The current study showed that extended osteotomy for implant removal, especially in cases of well-fixed cylindrical stems was not associated with significant differences in procedure-specific EPC and re-revision rates compared with RTKA removals without OT (Table 4). All EPCs that led to an early re-revision during hospital stay were hematomata and wound reinfections as most patients were complicated septic cases with several comorbidities and previous revisions in their medical history and not complications associated with the osteotomy. This finding corresponds to the existing literature that reveals also satisfying results after OT in septic RTKAs [35, 60]. Therefore, orthopedic surgeons should be encouraged to take early decision for osteotomy.

This is the first study evaluating the clinical relevance of stem design on the revisability and the need of osteotomy during challenging removals of RTKA implants on 29 cases involving 55 explanations of well-fixed cemented stem extensions. Furthermore, to improve the sample homogeneity differentiations and subgroup analyses were conducted.

The limitations of the study include the small sample sizes induced by the subgroup analysis.

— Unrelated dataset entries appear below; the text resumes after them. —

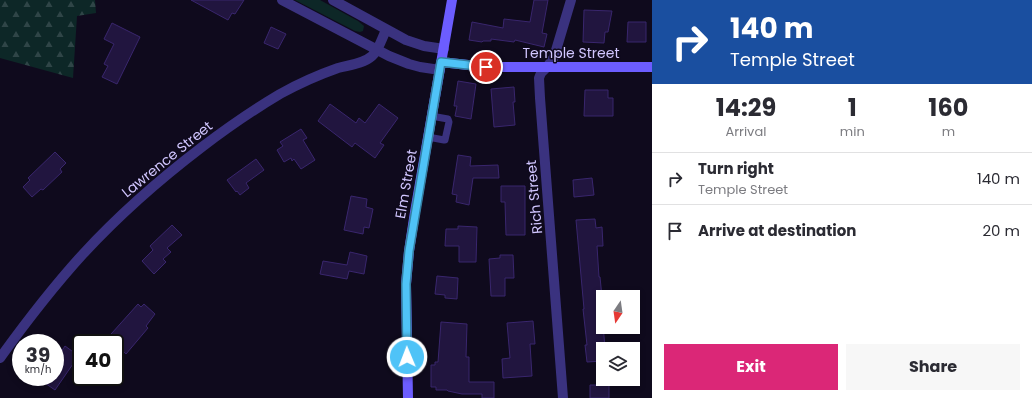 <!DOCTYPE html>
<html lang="en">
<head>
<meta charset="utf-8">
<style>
	:root { --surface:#fff; --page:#f7f7f7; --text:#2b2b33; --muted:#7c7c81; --line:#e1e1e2; --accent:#db2777 }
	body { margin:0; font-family:Poppins,sans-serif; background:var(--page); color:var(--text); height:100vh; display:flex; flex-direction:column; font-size:15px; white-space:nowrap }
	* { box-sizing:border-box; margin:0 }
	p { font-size:13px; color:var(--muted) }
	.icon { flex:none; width:22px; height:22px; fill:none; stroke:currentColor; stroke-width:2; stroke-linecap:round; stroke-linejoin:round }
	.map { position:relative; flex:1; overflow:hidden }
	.sheet { display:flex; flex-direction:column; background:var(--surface); width:380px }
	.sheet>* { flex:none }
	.hud { background:#1a4fa0; color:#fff; overflow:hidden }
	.needle { width:26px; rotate:193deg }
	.tools { position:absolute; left:596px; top:290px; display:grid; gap:8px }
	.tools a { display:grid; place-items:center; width:44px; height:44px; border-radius:0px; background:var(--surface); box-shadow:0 2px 6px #0003; font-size:20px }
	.speed { position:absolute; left:12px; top:334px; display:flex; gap:8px; font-size:20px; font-weight:700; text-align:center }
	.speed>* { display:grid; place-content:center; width:52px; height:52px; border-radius:50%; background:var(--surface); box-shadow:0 2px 6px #0003; line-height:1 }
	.speed small { font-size:10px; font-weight:400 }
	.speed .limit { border:2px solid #111; border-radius:6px; background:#fff; color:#111 }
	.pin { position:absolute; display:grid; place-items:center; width:34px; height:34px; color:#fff; margin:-17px; border:2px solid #fff; border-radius:50%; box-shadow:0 1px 4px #0007 }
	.me { position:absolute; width:44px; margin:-22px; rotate:359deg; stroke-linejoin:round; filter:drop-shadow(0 0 3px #0008) }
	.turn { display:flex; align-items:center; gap:14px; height:84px; padding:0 12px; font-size:18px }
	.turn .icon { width:52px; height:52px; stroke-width:2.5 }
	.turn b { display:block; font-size:28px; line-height:34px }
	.eta { display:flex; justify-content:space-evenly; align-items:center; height:68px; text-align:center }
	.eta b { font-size:24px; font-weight:700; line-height:28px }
	.action { display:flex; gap:8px; margin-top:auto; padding:8px 12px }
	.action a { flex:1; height:46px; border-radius:0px; background:var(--accent); color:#fff; font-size:16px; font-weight:700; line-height:46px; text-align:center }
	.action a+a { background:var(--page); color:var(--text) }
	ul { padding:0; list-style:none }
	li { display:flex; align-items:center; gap:12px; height:52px; padding:0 12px; border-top:1px solid var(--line) }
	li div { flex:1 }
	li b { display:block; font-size:15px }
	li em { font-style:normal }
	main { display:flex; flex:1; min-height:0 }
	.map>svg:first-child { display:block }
</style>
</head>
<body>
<main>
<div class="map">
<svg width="652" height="398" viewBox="0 0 652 398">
	<defs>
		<pattern id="forest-firs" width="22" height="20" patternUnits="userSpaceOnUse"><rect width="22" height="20" fill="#0d2727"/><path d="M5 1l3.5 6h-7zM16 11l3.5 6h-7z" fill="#2f4547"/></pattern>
	</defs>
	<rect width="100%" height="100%" fill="#0f0a1d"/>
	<path fill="#0d2727" d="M295,0H320L358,21L364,26L363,31L360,32L355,31Z"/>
	<path fill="url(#forest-firs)" d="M0,0H95L96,13L77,16L73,78L0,58Z"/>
	<path fill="#21153f" stroke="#39266d" d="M191,0H244L235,14L232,13L228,20Z
		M534,0H548L542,33L547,34L544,47L515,40L514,42L491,39V41H483L482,42L469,40L472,22L503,28L504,19L530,22Z
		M584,10L612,11L608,32H605L604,43L583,42Z
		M628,22H646V42H627Z
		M112,23L140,37L117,84L102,77L108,66L104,64L114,44L104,39Z
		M271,27L286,34L278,49L264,43Z
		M458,81L476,84L471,119L455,116L457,106H454Z
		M514,87L515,102H513L515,125L494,127L491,89Z
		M585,90H608V98H613V116H584Z
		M330,104L356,123L359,118L365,123L379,104L398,118L380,143L384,145L375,158L355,143L352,147L318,121Z
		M301,129L307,138L303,140L315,160L301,169L294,159L292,161L291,158L284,162L277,150L283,146L280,142Z
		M55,152L66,163L60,169L62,172L43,190L41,189L32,197L23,187L30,180L28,178Z
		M458,155L471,157L470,166L498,165L499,178H473L469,205L456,202L457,195L452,194Z
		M256,159L264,170L246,183L249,188L240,195L237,191L236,192L227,180Z
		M592,178L594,195L574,197L573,180Z
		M501,186H525V235H506L505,202H501Z
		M351,196L367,199L366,207L373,209L369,228L364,227L363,234L344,230Z
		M595,219L596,228L602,227L603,246H597L599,277H600L602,297H601L605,349H603V361L587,362L585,345H587L583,309H584L576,220Z
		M172,225L182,235L167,248L171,252L163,259L166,262L154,274L142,261L153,250L150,246Z
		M458,226L477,227L476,262H459V246H445L446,229H458Z
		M350,252L367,256L364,274L349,271L347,279L320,274L323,261L347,265Z
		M500,255H513L514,278H505V296H491L489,259L500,258Z
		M437,276L458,278L457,299L445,298V295L435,294Z
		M138,304L141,307L144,304L155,314L146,326L148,328L126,354L115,344V343H103Z
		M533,321L535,344H530L532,376L503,378L502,359L510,358L507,323Z
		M441,322L467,324L466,357H469V382H494V398H482V394H462L448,391L447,390H436V387H431V365H435V362H438Z
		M65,346L76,354L72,358L75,361L55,390L36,377H55V348L61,352Z
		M590,385H609V398H590Z"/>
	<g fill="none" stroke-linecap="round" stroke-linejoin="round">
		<path stroke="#3a327f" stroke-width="7" d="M428,137L444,140H445L449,122L448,119L431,116"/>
		<path stroke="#3a327f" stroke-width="10" d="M282,0L389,56L409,64L420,67L440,70
			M333,0L406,40L424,46L444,49
			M0,358C26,322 53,287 83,254C119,215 160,179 202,147C227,128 253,110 280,94C298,84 318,75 338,68C349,65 363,64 372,56C379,50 382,38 386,30
			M563,398L540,98L539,78L541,73L547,67L554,57L571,0"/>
		<path stroke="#6c5dff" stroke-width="10" d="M441,62L486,67H652
			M408,398L406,284L409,251L415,212L452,0"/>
	</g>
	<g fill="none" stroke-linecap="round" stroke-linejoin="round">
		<g stroke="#337fa1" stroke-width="10">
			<path id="route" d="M407,357L406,284L409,251L441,62L486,67"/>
		</g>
		<use href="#route" stroke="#4fc3f7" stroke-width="7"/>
	</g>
	<g text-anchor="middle" stroke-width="3" stroke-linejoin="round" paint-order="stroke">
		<g font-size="14" fill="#d1c6ff" stroke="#0f0a1d">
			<text x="571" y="58">Temple Street</text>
			<text transform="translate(167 159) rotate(-39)" y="5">Lawrence Street</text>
			<text transform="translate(406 184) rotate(-80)" y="5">Elm Street</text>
			<text transform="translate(534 197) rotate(-95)" y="5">Rich Street</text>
		</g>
	</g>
</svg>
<div class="tools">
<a><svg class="needle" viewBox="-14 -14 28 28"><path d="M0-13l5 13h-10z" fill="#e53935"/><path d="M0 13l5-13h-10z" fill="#7c7c81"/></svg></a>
<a><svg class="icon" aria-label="layers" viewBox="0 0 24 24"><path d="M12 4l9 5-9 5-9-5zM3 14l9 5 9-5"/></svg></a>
</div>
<div class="speed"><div>39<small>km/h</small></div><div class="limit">40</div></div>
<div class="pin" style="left:486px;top:67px;background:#d93025"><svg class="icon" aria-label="arrive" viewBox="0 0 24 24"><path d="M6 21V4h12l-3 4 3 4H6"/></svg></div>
<svg class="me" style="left:407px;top:357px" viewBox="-20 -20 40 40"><circle r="17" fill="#4fc3f7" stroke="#fff" stroke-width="3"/><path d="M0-11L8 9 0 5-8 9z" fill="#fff"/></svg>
</div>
<section class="sheet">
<div class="hud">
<div class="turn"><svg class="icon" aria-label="right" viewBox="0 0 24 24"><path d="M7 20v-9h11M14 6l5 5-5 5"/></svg><div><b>140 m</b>Temple Street</div></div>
</div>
<div class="eta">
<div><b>14:29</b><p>Arrival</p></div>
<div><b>1</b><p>min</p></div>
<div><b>160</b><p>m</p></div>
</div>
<ul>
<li><svg class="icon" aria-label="right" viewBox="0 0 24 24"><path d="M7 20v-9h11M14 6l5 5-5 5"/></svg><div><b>Turn right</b><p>Temple Street</p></div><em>140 m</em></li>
<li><svg class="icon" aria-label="arrive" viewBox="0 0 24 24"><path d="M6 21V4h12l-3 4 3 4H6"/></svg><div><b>Arrive at destination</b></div><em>20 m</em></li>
</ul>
<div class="action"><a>Exit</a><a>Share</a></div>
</section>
</main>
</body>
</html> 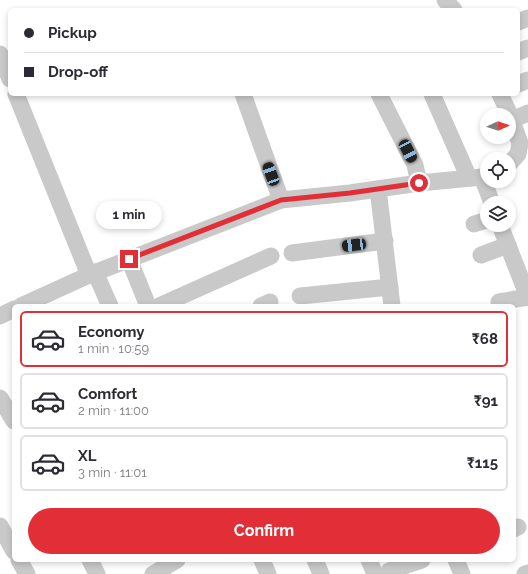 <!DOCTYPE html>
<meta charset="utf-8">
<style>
:root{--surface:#fff;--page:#f2f2f3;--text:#2b2b33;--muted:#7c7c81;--line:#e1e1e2;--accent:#e22f37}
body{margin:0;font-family:Raleway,sans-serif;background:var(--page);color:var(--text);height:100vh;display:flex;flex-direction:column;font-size:15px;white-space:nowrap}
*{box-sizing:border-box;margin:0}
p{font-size:13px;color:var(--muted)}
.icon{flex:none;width:22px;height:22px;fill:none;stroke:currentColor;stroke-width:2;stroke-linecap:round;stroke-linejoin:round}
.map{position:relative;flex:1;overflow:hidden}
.sheet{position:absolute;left:12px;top:304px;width:504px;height:258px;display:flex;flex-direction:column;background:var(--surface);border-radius:6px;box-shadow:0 2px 6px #0003}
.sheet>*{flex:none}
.hud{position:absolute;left:8px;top:8px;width:512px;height:88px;border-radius:6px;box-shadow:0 2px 6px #0003;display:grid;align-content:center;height:88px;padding:0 16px;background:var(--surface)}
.needle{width:26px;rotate:87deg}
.controls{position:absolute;left:480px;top:108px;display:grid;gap:8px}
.controls a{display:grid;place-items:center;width:36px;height:36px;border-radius:50%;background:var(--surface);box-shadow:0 2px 6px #0003;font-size:20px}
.end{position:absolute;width:18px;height:18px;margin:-9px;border:5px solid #e22f37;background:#fff;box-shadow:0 0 0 2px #fff}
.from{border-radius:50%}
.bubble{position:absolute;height:28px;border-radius:14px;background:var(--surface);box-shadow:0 2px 6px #0003;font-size:13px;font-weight:700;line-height:28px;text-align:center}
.car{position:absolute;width:12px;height:24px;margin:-12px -6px;border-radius:5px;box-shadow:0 0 3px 1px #0007;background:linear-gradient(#222 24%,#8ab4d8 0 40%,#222 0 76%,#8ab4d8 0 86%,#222 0)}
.hud b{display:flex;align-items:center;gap:14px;height:38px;font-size:15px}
.hud b+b{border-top:1px solid var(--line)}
.hud i{width:10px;height:10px;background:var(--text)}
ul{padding:7px 0 0;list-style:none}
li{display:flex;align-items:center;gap:12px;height:56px;margin:0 8px 6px;padding:0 8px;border:2px solid var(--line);border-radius:6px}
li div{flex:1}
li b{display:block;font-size:15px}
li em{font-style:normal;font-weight:700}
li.current{border-color:var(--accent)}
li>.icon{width:36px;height:36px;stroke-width:1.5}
.cta{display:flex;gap:8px;margin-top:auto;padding:8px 16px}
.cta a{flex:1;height:46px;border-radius:24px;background:var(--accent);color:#fff;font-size:16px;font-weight:700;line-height:46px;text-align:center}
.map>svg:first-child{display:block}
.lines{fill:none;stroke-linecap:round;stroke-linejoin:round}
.minor{stroke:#c9c9c9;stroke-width:17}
.route{stroke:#e22f37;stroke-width:5}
</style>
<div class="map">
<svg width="528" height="574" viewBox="0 0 528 574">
<rect width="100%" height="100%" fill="#fff"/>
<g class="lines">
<g class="minor">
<polyline points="445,0 454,10"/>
<polyline points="518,22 528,18"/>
<polyline points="518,52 528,48"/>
<polyline points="0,54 10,79"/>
<polyline points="518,84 528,80"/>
<polyline points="16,94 89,275"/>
<polyline points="243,94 281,200"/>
<polyline points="379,94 415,165 419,183"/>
<polyline points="432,94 469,178"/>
<polyline points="500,94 509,113 520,143 518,154 511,162 509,163"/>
<polyline points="512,120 528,113"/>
<polyline points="482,177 492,203"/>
<polyline points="378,189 392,306"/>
<polyline points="474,224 487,220"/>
<polyline points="500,225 528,297"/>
<polyline points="292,253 385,241"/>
<polyline points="481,255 508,245"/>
<polyline points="129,259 148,306"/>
<polyline points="95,272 110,306"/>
<polyline points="300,296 390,287"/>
<polyline points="499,302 528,297"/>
<polyline points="21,306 89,275 281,200 350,193 419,183 482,177 487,174"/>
<polyline points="159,306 271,256"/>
<polyline points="261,306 270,302"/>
<polyline points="0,316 14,309"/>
<polyline points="0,398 14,421"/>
<polyline points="0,526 14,551"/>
<polyline points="514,529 518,527"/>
<polyline points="19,560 27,574"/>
<polyline points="90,560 97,574"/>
<polyline points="262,560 268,574"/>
<polyline points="315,560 321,574"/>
<polyline points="369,560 375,574"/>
<polyline points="456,560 462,574"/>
<polyline points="389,571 422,560"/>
<polyline points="153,574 177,560"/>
<polyline points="525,574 528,573"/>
</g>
</g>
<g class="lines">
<polyline class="route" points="129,259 281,200 350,193 419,183"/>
</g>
</svg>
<div class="controls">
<a><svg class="needle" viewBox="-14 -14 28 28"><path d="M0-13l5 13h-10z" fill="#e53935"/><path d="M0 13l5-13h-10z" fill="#7c7c81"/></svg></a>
<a><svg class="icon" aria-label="locate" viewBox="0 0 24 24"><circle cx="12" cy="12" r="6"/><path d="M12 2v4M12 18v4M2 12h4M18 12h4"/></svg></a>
<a><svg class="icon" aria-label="layers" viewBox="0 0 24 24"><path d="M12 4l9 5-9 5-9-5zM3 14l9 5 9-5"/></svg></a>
</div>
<i class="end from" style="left:419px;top:183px"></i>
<i class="end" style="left:129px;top:259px"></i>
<div class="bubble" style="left:96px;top:201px;width:66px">1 min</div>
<i class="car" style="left:408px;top:151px;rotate:153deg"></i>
<i class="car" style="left:271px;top:174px;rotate:340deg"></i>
<i class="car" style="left:354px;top:245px;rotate:263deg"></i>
<div class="hud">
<b><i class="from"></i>Pickup</b>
<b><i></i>Drop-off</b>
</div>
<section class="sheet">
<ul>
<li class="current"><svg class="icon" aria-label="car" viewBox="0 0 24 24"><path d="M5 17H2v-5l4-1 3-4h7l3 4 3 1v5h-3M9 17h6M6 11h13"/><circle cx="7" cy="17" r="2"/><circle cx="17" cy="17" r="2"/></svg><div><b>Economy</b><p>1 min · 10:59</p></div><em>₹68</em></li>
<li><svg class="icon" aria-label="car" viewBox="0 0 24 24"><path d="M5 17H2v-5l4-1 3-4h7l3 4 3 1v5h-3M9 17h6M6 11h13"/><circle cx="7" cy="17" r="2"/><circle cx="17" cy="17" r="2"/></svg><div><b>Comfort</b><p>2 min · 11:00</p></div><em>₹91</em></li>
<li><svg class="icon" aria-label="car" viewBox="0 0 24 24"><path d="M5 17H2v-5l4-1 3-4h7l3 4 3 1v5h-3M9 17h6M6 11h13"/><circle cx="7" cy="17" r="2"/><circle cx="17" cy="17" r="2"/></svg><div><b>XL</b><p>3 min · 11:01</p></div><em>₹115</em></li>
</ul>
<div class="cta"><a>Confirm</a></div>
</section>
</div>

Another limitation of the study design was its retrospective character and the intraoperative data collection based on surgery reports, which might comprise an interobserver variation and therefore a potential bias. However, all findings were reviewed and verified by X-rays and CT.

The relative inhomogeneity of the samples including cases that ranged from one previous revision to a complex septic RTKA with multiple (< 3) previous revisions presents another limitation. However, with a 74.2% of ReRTKA cases having ≥ 3 revisions, the patient group included in the current study represents mostly the complex RTKA.

The Hb drop values in this study do not mirror the exact estimated blood loss, as we did not consider cases that received PRCT during the evaluation time. Furthermore, Hb drop is multifactorial (age, gender, BMI, hydration status of the patient and examination time) and can individually vary [61].

The mean surgery time as evaluated for all RTKAs revealed an increasing tendency when cylindrical stems were involved. However, this finding must be interpreted with caution as it involved the overall surgery time and not the time required for the removal of the stem alone, which was difficult to detect in a retrospective study setting. Thus, the validity of this information is limited. Nonetheless, our results are consistent to the available literature and reflect our experience, providing some guidance to attending physicians on the proper choice of implants and techniques for a more reproducible and controllable management of RTKA implant revisions.

Further prospective studies with larger series will bring more clarity and transparency to the current topic.

Conclusion

Improved revisability of RTKA exchange procedures remains a central point of interest. Implants with superior or equal durability and at same time friendlier revisability are preferable. While removal of well-fixed cemented cylindrical RTKA stem extensions can be challenging, conical stems may be revision friendlier with less frequent need for an osteotomy.